====== Entries provided

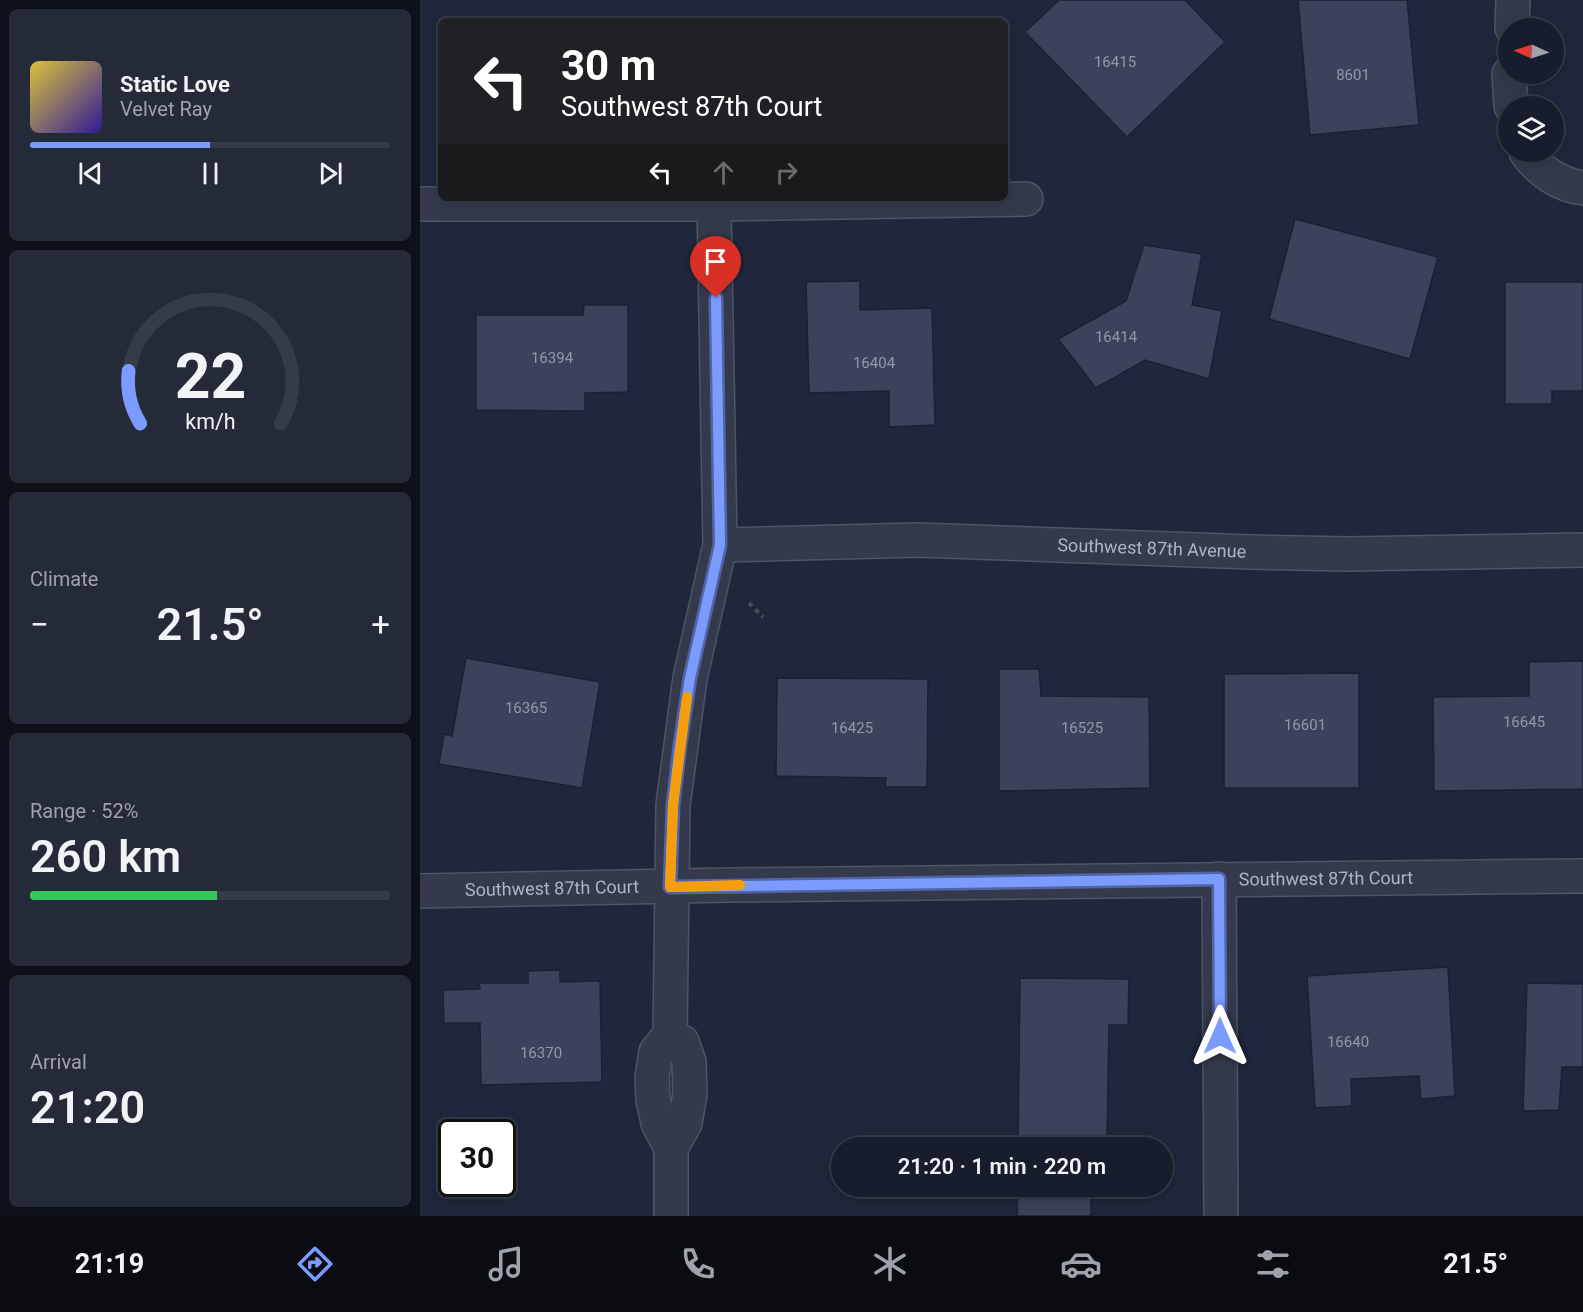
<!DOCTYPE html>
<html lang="en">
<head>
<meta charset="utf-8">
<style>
	body { margin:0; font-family:Roboto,sans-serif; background:#252a39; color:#f1f3f6; height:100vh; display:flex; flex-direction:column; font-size:22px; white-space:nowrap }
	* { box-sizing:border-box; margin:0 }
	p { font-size:20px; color:#9fa2aa }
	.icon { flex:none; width:33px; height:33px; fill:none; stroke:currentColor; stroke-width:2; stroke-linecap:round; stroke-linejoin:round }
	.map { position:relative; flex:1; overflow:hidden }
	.panel { display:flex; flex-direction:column; gap:9px; padding:9px; background:#0d1019; width:420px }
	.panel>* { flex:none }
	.banner { position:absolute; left:18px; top:18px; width:570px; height:183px; border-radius:9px; box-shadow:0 3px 15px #0003,0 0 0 2px #363b49; background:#202124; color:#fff; overflow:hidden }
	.needle { width:39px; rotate:273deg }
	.buttons { position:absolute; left:1078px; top:18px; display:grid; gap:12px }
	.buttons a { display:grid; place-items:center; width:66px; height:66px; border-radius:50%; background:#181d2d; box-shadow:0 3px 15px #0003,0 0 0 2px #363b49; font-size:30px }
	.speed { position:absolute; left:18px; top:1119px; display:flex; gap:12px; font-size:30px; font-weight:700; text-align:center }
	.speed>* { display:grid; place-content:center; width:78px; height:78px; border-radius:50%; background:#181d2d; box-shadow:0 3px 15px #0003,0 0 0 2px #363b49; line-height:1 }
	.speed .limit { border:3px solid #111; border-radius:9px; background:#fff; color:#111 }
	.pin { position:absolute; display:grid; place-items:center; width:51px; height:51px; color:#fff; margin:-62px -26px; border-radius:50% 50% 50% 0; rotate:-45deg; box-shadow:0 0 6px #0007 }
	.pin .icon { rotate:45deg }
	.me { position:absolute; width:66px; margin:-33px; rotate:0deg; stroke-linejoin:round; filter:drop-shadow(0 0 4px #0008) }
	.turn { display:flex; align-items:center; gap:21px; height:126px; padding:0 24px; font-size:27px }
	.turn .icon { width:78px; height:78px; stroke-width:2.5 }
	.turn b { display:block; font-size:42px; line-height:51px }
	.lanes { display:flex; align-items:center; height:57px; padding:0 24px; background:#0003; justify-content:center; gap:30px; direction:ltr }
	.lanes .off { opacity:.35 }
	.big { font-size:45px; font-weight:600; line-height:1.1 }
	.panel .widget { flex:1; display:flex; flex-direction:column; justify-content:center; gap:9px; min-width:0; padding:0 21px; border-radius:9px; background:#252a39 }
	.panel .dial { align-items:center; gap:0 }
	.dial svg { height:156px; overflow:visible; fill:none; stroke:#363b49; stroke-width:7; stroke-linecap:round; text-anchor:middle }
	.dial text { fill:#f1f3f6; stroke:none }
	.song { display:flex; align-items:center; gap:18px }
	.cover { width:72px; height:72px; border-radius:9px; background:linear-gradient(135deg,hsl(50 70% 55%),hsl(250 70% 35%)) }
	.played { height:6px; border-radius:3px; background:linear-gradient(90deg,#7c9bff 50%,#363b49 50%) }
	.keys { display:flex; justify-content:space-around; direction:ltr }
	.heat { display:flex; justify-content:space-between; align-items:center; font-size:33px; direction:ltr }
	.charge { height:9px; border-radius:4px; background:linear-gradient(90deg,#34c759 52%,#363b49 0) }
	.trip { position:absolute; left:411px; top:1137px; width:342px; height:60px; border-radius:30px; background:#181d2d; box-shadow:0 3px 15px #0003,0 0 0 2px #363b49; font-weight:600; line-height:60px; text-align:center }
	.tabs { display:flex; height:96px; justify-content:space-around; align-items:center; background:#0a0c12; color:#9fa2aa }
	.tabs .icon { width:42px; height:42px }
	.tabs .active { color:#7c9bff }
	.tabs b { font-size:27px; color:#f1f3f6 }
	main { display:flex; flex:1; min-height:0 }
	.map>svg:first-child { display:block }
</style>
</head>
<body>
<main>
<section class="panel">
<div class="widget">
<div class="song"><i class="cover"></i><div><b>Static Love</b><p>Velvet Ray</p></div></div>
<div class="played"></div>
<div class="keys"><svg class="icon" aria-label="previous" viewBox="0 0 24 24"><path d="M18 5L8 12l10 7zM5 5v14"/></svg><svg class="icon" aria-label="pause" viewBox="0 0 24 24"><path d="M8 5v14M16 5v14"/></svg><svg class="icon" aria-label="next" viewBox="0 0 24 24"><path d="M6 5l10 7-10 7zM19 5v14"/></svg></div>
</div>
<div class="widget dial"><svg viewBox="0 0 100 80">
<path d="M14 69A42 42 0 1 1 86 69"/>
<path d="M14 69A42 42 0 0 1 8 42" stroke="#7c9bff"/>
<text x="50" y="56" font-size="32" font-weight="700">22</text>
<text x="50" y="72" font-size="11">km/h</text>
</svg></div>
<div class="widget"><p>Climate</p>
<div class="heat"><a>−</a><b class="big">21.5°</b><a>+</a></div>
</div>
<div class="widget"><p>Range · 52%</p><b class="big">260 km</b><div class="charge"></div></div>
<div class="widget"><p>Arrival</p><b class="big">21:20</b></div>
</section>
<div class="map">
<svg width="1163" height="1216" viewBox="0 0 1163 1216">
	<rect width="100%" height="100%" fill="#20273c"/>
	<g fill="#3b435c" stroke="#1b2133" stroke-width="1.5">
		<polygon points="639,0 765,0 805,42 707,137 605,32"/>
		<polygon points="878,0 987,0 999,125 890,135"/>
		<polygon points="875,219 1018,257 990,359 849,319"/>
		<polygon points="724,245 782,254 772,305 802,311 789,379 725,360 676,388 638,339 706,301"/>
		<polygon points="440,281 440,310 512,308 515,425 469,427 469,391 389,393 386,282"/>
		<polygon points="1085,282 1163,282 1163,391 1132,391 1132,404 1085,404"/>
		<polygon points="164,305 208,305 208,392 165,393 165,411 56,410 56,315 163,315"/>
		<polygon points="46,658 180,682 162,788 19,764 24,734 32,736"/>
		<polygon points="1163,661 1163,789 1014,791 1013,697 1109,696 1109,662"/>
		<polygon points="579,669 619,669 621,696 729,697 730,788 579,791"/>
		<polygon points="939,673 939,788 804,788 804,674"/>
		<polygon points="357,678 508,679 507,787 465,787 466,778 356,776"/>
		<polygon points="1028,967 1035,1096 1001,1099 999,1076 931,1079 932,1106 895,1108 887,976"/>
		<polygon points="140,970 140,982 180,981 182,1082 61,1085 60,1023 24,1023 23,990 60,989 59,983 108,983 108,971"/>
		<polygon points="600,978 709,979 708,1025 689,1025 687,1137 671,1137 671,1148 598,1148"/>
		<polygon points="1107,983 1163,984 1163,1067 1142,1067 1139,1110 1103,1111"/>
		<polygon points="598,1186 671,1186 671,1216 597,1216"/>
	</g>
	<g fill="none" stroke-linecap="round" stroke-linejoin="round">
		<defs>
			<g id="street">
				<polyline points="1092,28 1093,0"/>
				<polyline points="1089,74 1091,106"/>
				<path d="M1106,152C1119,171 1140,185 1163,188"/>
				<polyline points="0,204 294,204 606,199"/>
				<path id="s1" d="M300,545L498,540L831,552L928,554L1163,550"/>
				<polyline points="799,879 801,1216"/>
				<path id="s2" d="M0,891L309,885L1163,876"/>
				<polyline points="250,1035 262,1042 269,1062 270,1094 265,1123 251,1148"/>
				<polyline points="251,1216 251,1148 238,1123 233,1100 232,1077 236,1052 250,1035 253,805 270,678 300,545 294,204"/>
			</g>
		</defs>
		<use href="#street" stroke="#4e5467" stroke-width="36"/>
		<polyline stroke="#3f535a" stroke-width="4" stroke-dasharray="4.5 4.5" stroke-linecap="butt" points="329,603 343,617"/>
		<use href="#street" stroke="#343a4c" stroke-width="33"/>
	</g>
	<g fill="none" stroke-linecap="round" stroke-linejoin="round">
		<defs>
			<polyline id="route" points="296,298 300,545 270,678 260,745 253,805 250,887 799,879 800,1036"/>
		</defs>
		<use href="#route" stroke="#5165a6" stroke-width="15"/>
		<use href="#route" stroke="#7c9bff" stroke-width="10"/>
		<polyline stroke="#f59e0b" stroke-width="10" points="267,697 253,805 250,887 320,885"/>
	</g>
	<g text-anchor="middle" stroke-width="6" stroke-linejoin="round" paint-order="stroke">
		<g font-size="15" fill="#9198ad">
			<text x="695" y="67">16415</text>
			<text x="933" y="80">8601</text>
			<text x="696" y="342">16414</text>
			<text x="132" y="363">16394</text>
			<text x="454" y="368">16404</text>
			<text x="106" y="713">16365</text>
			<text x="1104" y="727">16645</text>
			<text x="885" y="730">16601</text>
			<text x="432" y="733">16425</text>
			<text x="662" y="733">16525</text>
			<text x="928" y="1047">16640</text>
			<text x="121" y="1058">16370</text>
		</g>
		<g font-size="18" fill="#aeb4c8" stroke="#191f30">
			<text dy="6" stroke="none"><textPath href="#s1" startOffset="432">Southwest 87th Avenue</textPath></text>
			<text dy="6" stroke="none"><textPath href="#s2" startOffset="906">Southwest 87th Court</textPath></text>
			<text dy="6" stroke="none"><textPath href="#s2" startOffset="132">Southwest 87th Court</textPath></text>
		</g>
	</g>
</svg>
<div class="buttons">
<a><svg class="needle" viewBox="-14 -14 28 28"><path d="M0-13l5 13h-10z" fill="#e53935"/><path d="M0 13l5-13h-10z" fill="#9fa2aa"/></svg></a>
<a><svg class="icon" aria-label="layers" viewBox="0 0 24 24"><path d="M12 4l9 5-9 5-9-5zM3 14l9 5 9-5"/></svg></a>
</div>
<div class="speed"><div class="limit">30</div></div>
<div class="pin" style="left:296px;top:298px;background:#d93025"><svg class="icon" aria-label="arrive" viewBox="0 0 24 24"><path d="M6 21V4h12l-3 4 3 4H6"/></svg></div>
<svg class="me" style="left:800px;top:1036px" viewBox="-20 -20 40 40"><path d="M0-17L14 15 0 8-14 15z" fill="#7c9bff" stroke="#fff" stroke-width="4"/></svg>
<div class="trip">21:20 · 1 min · 220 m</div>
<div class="banner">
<div class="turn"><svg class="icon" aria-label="left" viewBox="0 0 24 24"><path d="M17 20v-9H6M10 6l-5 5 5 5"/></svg><div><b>30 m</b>Southwest 87th Court</div></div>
<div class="lanes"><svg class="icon" aria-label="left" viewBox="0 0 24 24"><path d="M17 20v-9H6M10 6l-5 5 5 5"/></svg><svg class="icon off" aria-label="ahead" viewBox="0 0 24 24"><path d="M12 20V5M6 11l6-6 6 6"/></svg><svg class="icon off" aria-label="right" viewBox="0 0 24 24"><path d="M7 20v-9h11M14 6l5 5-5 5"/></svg></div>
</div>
</div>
</main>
<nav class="tabs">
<b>21:19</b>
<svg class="icon active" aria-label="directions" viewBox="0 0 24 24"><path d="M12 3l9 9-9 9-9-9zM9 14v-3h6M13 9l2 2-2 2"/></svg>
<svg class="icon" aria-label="music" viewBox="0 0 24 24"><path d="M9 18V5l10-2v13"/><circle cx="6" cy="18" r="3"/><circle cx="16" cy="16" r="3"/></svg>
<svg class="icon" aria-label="phone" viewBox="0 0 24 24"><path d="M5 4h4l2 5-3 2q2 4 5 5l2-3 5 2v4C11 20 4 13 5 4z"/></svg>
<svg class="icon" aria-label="climate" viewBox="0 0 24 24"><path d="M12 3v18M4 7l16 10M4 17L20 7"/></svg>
<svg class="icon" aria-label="car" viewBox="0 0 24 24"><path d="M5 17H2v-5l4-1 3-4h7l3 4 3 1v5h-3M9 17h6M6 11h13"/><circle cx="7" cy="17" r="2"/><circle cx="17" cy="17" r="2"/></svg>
<svg class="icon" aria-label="filters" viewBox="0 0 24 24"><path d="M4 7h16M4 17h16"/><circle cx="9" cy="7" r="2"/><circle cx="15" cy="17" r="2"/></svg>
<b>21.5°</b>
</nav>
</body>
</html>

============

Task brief » Looking at the data above, say how many lines contain the word "speed", with no added words.

Solved problem » 4